That runs tidy on the file index.html, modifying it in place and writing the error messages to the file errs.txt.

Caution: If you use the -m option, you should first save a copy of your file.

Options and configuration settings

To get a list of available options, use:

   tidy -help

To get a list of all configuration settings, use:

   tidy -help-config

To read the help output a page at time, pipe it to a pager:

   tidy -help | less
   tidy -help-config | less

Single-letter options other than -f may be combined; for example:

  tidy -f errs.txt -imu foo.html

Using a config file

The most convenient way to configure Tidy is by using separate config file. Assuming you have created a Tidy config file named config.txt (the name doesn't matter), you can instruct Tidy to use it via the command line option -config config.txt; for example:

   tidy -config config.txt file1.html file2.html

Alternatively, you can name the default config file via the environment variable named HTML_TIDY, the value of which is the absolute path for the config file.

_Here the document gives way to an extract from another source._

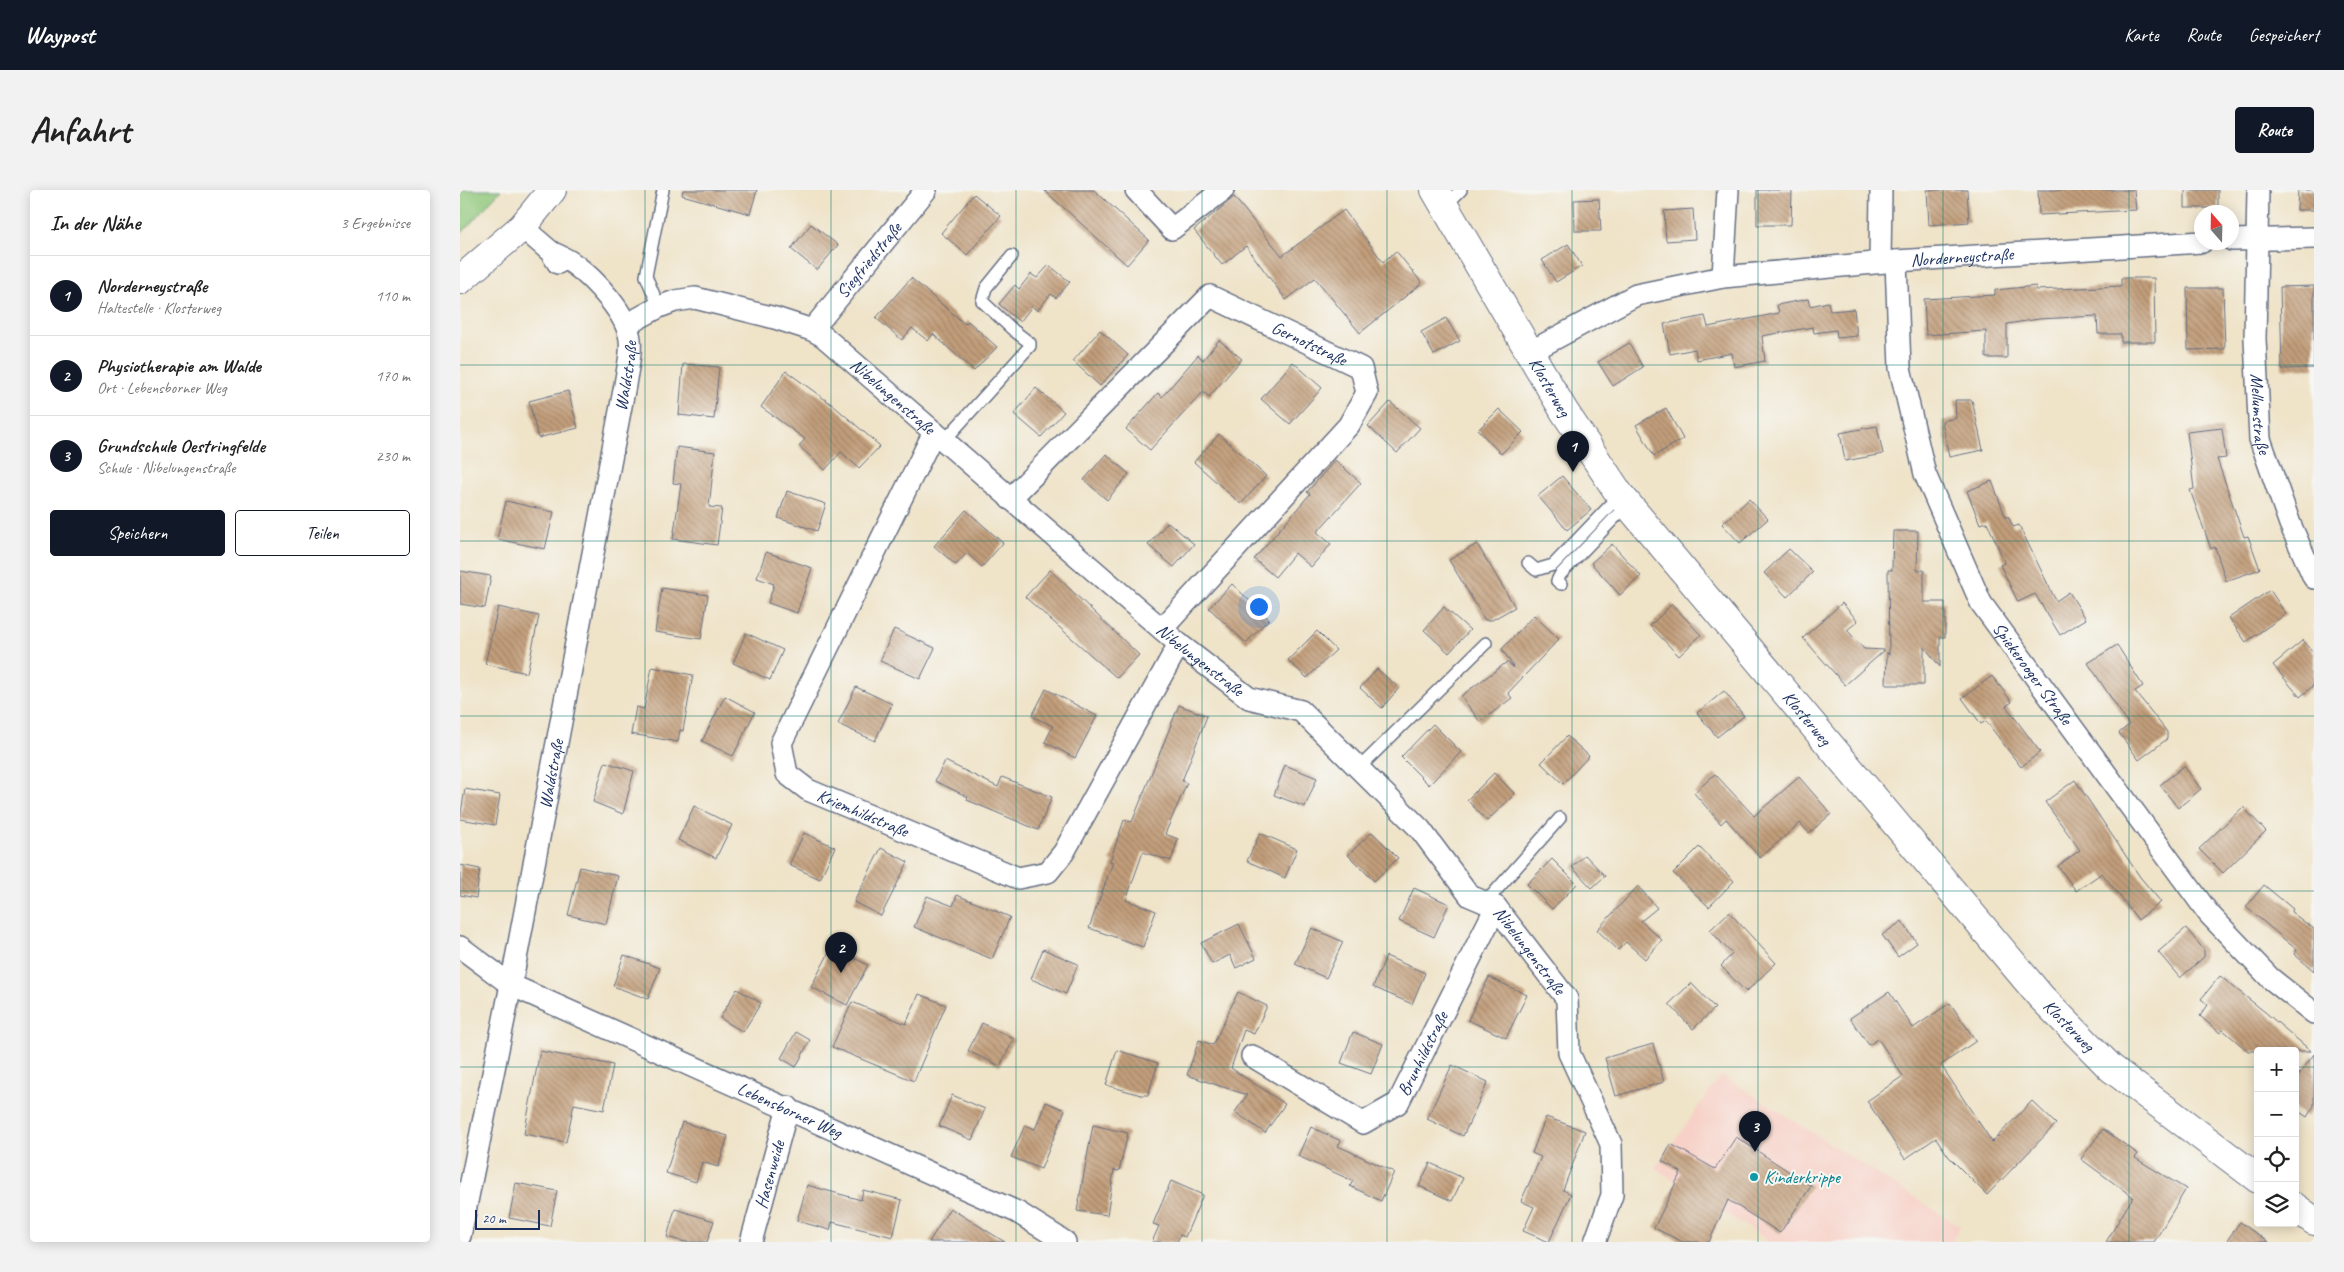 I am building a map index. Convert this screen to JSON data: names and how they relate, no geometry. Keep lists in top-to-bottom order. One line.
{"streets":{"street":["Norderneystraße","Siegfriedstraße","Gernotstraße","Waldstraße","Klosterweg","Nibelungenstraße","Mellumstraße","Spiekerooger Straße","Kriemhildstraße","Brunhildstraße","Lebensborner Weg","Hasenweide"]},"crossings":[["Norderneystraße","Klosterweg"],["Norderneystraße","Spiekerooger Straße"],["Siegfriedstraße","Nibelungenstraße"],["Gernotstraße","Nibelungenstraße"],["Waldstraße","Nibelungenstraße"],["Waldstraße","Lebensborner Weg"],["Nibelungenstraße","Kriemhildstraße"],["Nibelungenstraße","Brunhildstraße"],["Lebensborner Weg","Hasenweide"]],"places":["Kinderkrippe"],"scale_bar":"20 m","north":"top","page":{"header":"Waypost","nav":["Karte","Route","Gespeichert"],"buttons":["Route",["Speichern","Teilen"]],"title":"Anfahrt","heading":["In der Nähe","3 Ergebnisse"],"list":[{"mark":"1","name":"Norderneystraße","note":"Haltestelle · Klosterweg","value":"110 m"},{"mark":"2","name":"Physiotherapie am Walde","note":"Ort · Lebensborner Weg","value":"170 m"},{"mark":"3","name":"Grundschule Oestringfelde","note":"Schule · Nibelungenstraße","value":"230 m"}],"pins":["1","2","3"],"map_buttons":["+","−"],"scale":"20 m"}}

You can also set config options on the command line by preceding the name of the option immediately (no intervening space) with the string "--"; for example:

  tidy --break-before-br true --show-warnings false

You can find documentation for full set of configuration options on the Quick Reference page.

Sample config file

The following is an example of a Tidy config file.

// sample config file for HTML tidy
indent: auto
indent-spaces: 2
wrap: 72
markup: yes
output-xml: no
input-xml: no
show-warnings: yes
numeric-entities: yes
quote-marks: yes
quote-nbsp: yes
quote-ampersand: no
break-before-br: no
uppercase-tags: no
uppercase-attributes: no
char-encoding: latin1
new-inline-tags: cfif, cfelse, math, mroot, 
  mrow, mi, mn, mo, msqrt, mfrac, msubsup, munderover,
  munder, mover, mmultiscripts, msup, msub, mtext,
  mprescripts, mtable, mtr, mtd, mth
new-blocklevel-tags: cfoutput, cfquery
new-empty-tags: cfelse

New configuration options

The experimental HTML5-aware fork of Tidy adds the following new configuration options:

In addition, it also adds a new html5 value for the doctype configuration option.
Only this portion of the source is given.